In 1950 in Indiana, a farm worker harvests potatoes. He unearths one of the finest examples of birdstones. This piece 10 cm long and 4.5 cm wide is currently identified as the Parks Birdstone from the name of one of its early owners.
Is it a bird? The general shape is that of a nesting bird and its fan tail, very rare on this type of figure, confirms this interpretation. The head would rather evoke a dog whose button shaped ornaments would be the ears.
In perfect condition, this birdstone is in porphyry covered with a bluish hue adorned by elegant large spots in cream color.
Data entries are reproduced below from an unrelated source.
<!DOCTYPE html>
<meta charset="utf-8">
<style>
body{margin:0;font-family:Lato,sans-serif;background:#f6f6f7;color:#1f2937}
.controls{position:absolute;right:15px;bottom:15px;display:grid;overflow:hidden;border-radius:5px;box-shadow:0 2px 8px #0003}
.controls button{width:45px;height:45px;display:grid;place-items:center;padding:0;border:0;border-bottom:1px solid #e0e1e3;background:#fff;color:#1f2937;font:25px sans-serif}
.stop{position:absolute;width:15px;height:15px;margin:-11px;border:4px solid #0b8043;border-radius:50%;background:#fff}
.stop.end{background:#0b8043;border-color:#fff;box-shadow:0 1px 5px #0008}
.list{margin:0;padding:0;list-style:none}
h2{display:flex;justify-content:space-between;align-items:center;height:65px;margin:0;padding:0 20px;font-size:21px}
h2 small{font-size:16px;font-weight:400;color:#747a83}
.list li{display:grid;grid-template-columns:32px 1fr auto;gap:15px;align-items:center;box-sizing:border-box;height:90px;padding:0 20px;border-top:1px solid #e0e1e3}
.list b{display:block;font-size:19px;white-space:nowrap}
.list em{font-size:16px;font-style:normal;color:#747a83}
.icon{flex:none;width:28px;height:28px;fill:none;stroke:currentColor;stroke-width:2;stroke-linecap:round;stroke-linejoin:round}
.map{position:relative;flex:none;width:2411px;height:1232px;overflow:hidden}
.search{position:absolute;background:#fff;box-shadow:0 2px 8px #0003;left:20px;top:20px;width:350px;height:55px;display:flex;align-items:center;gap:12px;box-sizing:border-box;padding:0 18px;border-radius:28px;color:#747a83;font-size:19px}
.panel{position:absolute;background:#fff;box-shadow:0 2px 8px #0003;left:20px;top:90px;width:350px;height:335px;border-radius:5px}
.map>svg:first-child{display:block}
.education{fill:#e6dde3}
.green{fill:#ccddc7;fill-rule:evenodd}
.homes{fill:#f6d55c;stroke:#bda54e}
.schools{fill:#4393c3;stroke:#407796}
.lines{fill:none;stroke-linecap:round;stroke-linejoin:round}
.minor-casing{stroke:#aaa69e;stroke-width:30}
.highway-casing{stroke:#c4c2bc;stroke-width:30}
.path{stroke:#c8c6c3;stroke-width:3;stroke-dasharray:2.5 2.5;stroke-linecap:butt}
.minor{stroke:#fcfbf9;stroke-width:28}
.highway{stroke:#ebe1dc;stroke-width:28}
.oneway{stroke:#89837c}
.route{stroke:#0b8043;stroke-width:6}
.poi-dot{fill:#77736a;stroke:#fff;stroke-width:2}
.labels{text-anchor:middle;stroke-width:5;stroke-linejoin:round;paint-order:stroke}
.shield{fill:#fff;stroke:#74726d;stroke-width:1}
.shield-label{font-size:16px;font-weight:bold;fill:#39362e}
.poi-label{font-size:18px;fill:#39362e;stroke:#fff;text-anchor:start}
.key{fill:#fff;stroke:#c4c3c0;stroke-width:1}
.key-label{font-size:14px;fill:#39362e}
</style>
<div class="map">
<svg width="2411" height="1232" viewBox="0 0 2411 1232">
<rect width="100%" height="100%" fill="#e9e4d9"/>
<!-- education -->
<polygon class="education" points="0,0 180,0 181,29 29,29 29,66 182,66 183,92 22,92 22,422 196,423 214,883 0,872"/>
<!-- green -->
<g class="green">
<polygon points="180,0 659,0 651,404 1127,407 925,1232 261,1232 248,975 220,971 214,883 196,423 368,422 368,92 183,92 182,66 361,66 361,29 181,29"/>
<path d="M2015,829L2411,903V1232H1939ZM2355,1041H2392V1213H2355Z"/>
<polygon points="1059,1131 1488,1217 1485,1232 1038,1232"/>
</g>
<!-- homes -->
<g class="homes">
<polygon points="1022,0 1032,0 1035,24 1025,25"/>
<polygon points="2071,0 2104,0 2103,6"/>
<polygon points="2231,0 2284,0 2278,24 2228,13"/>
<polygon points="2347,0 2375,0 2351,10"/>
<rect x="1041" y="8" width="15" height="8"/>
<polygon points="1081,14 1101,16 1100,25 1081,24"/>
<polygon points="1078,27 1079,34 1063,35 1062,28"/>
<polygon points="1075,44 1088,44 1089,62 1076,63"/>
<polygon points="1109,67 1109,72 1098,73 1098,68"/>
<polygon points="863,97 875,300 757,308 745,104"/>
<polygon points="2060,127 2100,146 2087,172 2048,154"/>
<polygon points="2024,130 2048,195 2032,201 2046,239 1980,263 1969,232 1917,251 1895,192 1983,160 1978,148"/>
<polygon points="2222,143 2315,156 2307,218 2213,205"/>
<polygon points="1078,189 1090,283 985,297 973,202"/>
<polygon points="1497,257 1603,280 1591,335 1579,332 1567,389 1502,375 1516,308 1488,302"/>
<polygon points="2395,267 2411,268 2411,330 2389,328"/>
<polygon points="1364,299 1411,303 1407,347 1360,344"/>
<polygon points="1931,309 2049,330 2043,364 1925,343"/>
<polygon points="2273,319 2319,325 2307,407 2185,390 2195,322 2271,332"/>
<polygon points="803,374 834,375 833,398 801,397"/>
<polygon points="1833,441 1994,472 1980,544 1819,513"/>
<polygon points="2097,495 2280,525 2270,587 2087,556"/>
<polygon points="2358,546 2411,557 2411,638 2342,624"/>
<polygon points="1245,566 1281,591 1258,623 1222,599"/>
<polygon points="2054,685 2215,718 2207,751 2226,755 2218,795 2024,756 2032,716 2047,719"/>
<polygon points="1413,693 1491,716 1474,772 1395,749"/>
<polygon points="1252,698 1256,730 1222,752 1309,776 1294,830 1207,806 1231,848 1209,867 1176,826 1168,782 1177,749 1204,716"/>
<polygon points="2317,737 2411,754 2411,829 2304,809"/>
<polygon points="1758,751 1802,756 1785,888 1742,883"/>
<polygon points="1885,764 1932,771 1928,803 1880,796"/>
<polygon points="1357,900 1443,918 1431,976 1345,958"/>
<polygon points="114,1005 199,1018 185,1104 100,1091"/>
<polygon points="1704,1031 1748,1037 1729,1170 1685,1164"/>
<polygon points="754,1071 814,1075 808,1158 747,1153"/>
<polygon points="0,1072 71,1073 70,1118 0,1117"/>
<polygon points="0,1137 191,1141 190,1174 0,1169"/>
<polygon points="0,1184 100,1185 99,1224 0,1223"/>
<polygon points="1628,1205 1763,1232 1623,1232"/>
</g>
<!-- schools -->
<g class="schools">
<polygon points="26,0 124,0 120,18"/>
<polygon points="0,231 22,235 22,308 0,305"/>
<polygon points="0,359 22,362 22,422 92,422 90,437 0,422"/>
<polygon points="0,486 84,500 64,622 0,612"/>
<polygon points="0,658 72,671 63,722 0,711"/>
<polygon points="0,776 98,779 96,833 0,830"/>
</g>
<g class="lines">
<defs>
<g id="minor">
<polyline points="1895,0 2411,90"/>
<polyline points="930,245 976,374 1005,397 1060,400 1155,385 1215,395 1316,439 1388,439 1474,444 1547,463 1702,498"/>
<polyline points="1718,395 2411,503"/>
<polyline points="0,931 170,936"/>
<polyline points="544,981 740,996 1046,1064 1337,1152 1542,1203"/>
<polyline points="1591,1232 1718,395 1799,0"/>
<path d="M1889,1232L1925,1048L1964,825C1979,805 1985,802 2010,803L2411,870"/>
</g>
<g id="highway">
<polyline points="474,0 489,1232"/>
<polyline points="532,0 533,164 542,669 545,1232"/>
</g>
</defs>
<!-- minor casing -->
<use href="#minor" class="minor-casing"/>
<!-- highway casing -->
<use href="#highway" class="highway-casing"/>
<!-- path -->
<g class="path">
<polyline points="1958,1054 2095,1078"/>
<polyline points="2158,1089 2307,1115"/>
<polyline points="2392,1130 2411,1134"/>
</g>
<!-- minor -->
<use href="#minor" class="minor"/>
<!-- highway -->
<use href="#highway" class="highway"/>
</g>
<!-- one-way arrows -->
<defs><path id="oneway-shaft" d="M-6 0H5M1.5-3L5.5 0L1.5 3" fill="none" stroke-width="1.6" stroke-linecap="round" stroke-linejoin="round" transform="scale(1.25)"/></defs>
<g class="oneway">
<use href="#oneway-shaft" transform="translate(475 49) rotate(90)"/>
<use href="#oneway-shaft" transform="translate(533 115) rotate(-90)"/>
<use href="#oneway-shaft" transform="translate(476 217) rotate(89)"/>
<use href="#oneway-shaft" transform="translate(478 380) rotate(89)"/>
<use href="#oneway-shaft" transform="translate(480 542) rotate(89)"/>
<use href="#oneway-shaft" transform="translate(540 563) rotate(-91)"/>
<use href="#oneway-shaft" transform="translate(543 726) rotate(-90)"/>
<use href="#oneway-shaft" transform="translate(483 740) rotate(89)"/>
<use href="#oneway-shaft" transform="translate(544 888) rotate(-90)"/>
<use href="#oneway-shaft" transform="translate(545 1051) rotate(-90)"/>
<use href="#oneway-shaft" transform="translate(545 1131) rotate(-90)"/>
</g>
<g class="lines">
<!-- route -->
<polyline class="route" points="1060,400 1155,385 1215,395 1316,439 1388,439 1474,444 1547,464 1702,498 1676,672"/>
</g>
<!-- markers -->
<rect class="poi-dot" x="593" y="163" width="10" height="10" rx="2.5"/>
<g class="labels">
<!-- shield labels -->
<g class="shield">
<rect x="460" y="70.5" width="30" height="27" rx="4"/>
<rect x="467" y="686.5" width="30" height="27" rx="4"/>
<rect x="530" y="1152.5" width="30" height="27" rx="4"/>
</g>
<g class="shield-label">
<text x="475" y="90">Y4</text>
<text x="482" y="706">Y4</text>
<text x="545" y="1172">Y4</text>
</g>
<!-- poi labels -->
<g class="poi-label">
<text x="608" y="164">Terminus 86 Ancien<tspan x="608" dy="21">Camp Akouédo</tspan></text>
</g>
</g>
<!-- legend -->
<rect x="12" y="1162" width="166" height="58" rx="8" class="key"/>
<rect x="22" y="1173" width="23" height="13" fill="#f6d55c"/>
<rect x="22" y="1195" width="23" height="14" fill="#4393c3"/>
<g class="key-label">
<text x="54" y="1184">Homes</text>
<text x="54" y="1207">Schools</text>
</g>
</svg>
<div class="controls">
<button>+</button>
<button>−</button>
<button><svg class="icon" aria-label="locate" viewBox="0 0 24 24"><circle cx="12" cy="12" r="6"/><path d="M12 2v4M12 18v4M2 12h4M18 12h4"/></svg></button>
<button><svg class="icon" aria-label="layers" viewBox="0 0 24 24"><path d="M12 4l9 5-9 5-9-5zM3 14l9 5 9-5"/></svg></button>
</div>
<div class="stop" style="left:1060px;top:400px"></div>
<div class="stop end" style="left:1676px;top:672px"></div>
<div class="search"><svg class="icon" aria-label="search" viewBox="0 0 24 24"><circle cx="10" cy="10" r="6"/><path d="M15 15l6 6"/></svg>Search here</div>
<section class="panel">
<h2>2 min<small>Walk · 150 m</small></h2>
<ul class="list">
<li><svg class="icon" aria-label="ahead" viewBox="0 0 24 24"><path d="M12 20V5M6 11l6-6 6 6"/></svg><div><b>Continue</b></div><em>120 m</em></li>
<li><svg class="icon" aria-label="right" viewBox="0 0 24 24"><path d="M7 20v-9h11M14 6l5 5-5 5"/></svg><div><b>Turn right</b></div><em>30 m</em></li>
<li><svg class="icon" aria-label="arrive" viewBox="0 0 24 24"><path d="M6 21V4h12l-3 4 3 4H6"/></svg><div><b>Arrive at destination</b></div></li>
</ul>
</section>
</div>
This use of a very hard stone, the balance of the composition and the elegance of the surface rank this piece at the high end of its category. It was carved in the final phase of the Neolithic era less than 4,000 years ago.
The Parks Birdstone was discussed in this column before it passed at Morphy Auctions on May 17, 2014 with a final bid of $ 300K. It is estimated $ 250K for sale by Cowan's in Cincinnati on April 5, lot 22.